Apart from the pictures, everything in the lines below must be printed exactly.
───── Source data
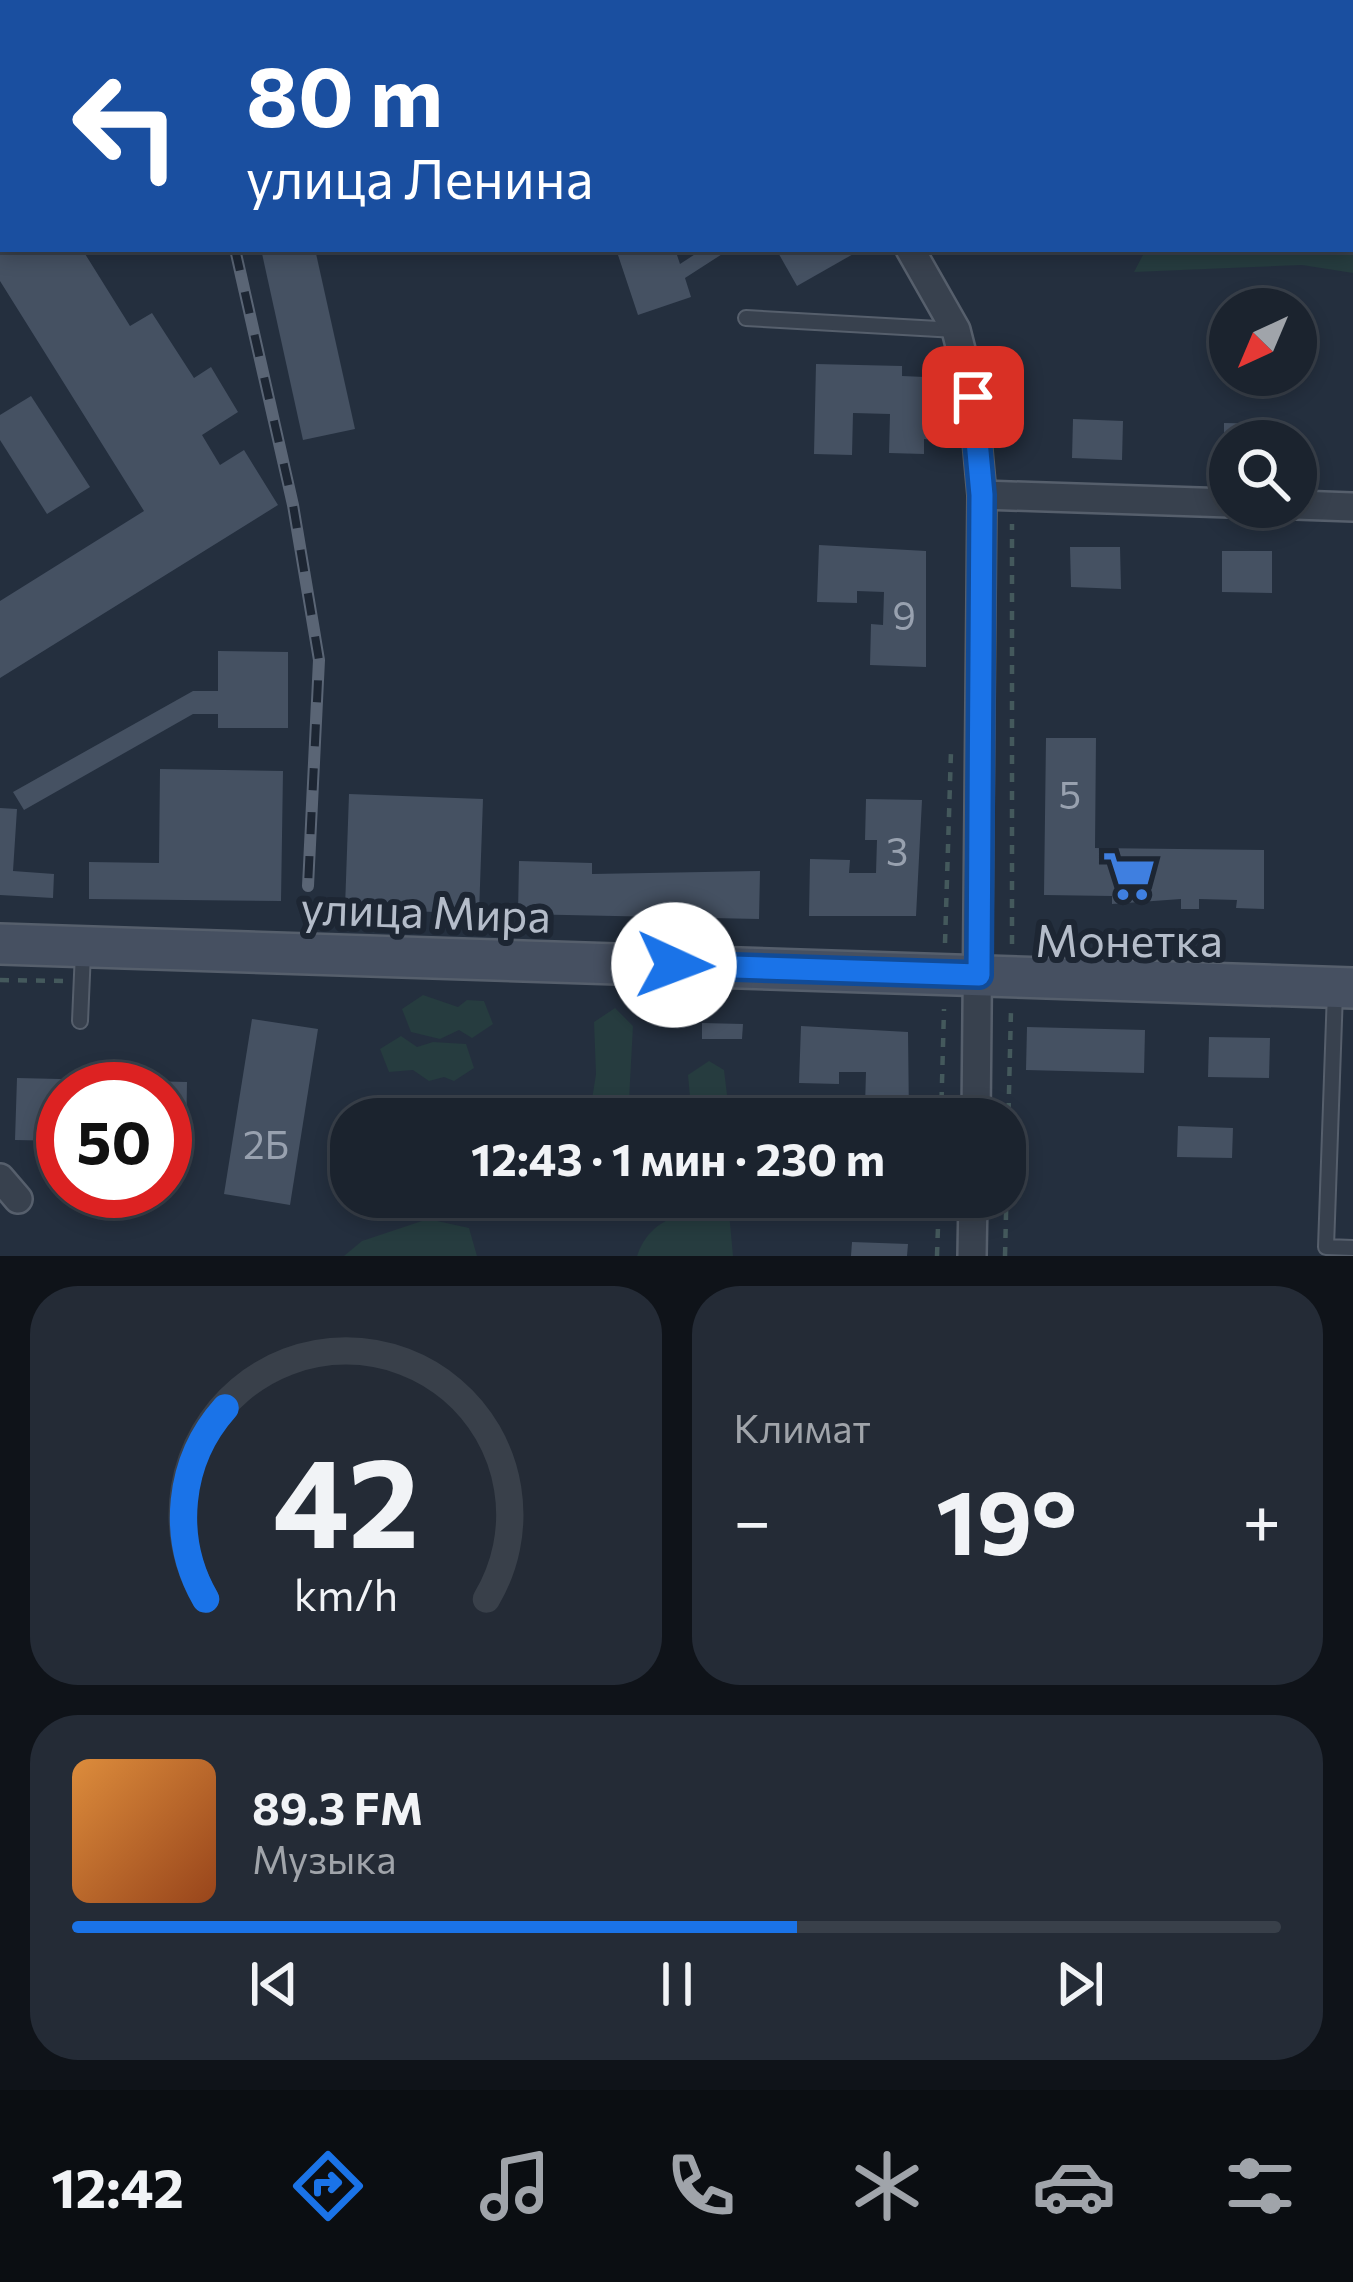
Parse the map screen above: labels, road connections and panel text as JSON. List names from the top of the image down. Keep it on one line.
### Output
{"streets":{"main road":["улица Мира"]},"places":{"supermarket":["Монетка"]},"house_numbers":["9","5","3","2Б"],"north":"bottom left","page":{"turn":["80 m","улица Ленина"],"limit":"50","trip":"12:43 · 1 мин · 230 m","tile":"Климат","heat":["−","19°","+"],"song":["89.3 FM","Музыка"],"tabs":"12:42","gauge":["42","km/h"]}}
──────────
### Response to the task
Parse the map screen above: labels, road connections and panel text as JSON. List names from the top of the image down. Keep it on one line.
### Output
{"streets":{"main road":["улица Мира"]},"places":{"supermarket":["Монетка"]},"house_numbers":["9","5","3","2Б"],"north":"bottom left","page":{"turn":["80 m","улица Ленина"],"limit":"50","trip":"12:43 · 1 мин · 230 m","tile":"Климат","heat":["−","19°","+"],"song":["89.3 FM","Музыка"],"tabs":"12:42","gauge":["42","km/h"]}}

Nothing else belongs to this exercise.